3) You might think that suspicious events should be investigated. You’ll find us a bit more chill. The court could dismiss concerns about a judge’s death because some other judges think it was probably nothing, and their testimony has ‘a ring of truth’.

4) Perhaps you think that a homicide caught on film makes for an open and shut case? Surprise—it does! If you are lynched to death, and your assaulters are clearly identifiable in the ‘promotional video’ of the event, they will be acquitted for lack of evidence, and you will be posthumously charged with a crime.

5) In your homeland, public figures who get caught lying, harassing women, or being corrupt, may risk shameful ruin. That’s unfair, people should move on. Our leaders could include a ‘Pogroms On My Watch’ section on their resumes, or tell bald-faced lies to the whole nation, and people would just stick their fingers in their ears and go ‘la-la-la-la-la’. Absolute power is absolutely wonderful.

6) Exactly like your previous democracy, New India’s includes the right to peaceful protest. But to help you avoid spawning too many fresh opinions, we nix the internet, and use a prophylactic known as Sec 144. You want intercourse with your mates in a public place; we want safe Sec. This is closely linked to a legal provision called Catch-22.

7) Where you came from, the police might limit themselves to protecting the public and stopping crime. We feel that this underutilises the force, so we let them call protesters “rioters” and kill a few. Police can also break security cameras, cars, and homes, and then make “rioters” pay for the damage. It’s part of our basic law enforcement training, called ‘Who Should Go to Pakistan’.

8) It could be that your previous location was misled by the cute vulnerability of children. Rookie mistake! New India makes sure that these vote-less pests never live up to their full anti-national potential, by detaining and beating them, and malnourishing 44% of them. Most voting-age college students are expected to be properly programmed, but those who malfunction by using their brains can be reset with lathis.

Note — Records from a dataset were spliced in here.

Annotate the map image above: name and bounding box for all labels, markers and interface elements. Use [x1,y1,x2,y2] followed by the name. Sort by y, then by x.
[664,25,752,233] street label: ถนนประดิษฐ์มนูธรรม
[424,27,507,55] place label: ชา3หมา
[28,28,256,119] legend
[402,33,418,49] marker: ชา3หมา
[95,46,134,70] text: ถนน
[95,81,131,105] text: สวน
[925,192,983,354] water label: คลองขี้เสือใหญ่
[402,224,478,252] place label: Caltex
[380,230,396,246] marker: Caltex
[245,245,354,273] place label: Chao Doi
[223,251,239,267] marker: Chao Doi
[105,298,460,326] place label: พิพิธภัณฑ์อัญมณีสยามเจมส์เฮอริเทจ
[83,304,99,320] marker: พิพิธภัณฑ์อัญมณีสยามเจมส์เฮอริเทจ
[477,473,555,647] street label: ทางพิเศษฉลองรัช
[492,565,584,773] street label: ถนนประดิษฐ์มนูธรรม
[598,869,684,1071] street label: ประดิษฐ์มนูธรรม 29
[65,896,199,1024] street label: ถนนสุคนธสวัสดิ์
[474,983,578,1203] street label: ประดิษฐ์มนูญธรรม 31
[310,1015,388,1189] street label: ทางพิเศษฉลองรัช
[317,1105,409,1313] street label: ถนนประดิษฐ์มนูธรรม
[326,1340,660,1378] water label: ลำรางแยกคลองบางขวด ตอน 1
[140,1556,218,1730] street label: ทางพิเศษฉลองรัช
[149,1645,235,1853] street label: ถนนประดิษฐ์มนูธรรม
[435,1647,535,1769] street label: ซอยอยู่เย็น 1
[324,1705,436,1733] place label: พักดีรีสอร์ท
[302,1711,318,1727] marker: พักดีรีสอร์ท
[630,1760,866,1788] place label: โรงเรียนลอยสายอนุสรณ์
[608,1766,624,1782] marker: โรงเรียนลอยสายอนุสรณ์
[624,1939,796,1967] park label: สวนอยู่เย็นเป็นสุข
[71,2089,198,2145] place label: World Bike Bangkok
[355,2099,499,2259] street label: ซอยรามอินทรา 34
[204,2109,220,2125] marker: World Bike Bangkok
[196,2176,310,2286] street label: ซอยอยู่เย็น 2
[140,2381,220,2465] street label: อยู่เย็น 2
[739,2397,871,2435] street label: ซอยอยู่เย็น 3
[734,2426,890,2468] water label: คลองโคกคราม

9) You may think of education, health and infrastructure as national issues. Sorry! New India’s leaders like to debate the caste of Lord Hanuman, and defend the honour of our air pollution by saying that it is unrelated to all the people dying like flies from air pollution.

10) You might think Muslims have equal rights. LOL.

In sum, New India is an inversion of a civilised democracy. We took a pill, except it was a bad batch, so now here we are, way down the rabbit hole, living out Malice in Underland.

Luckily, there’s a widely-shared password for exiting this bad trip: HUM_DEKHENGE.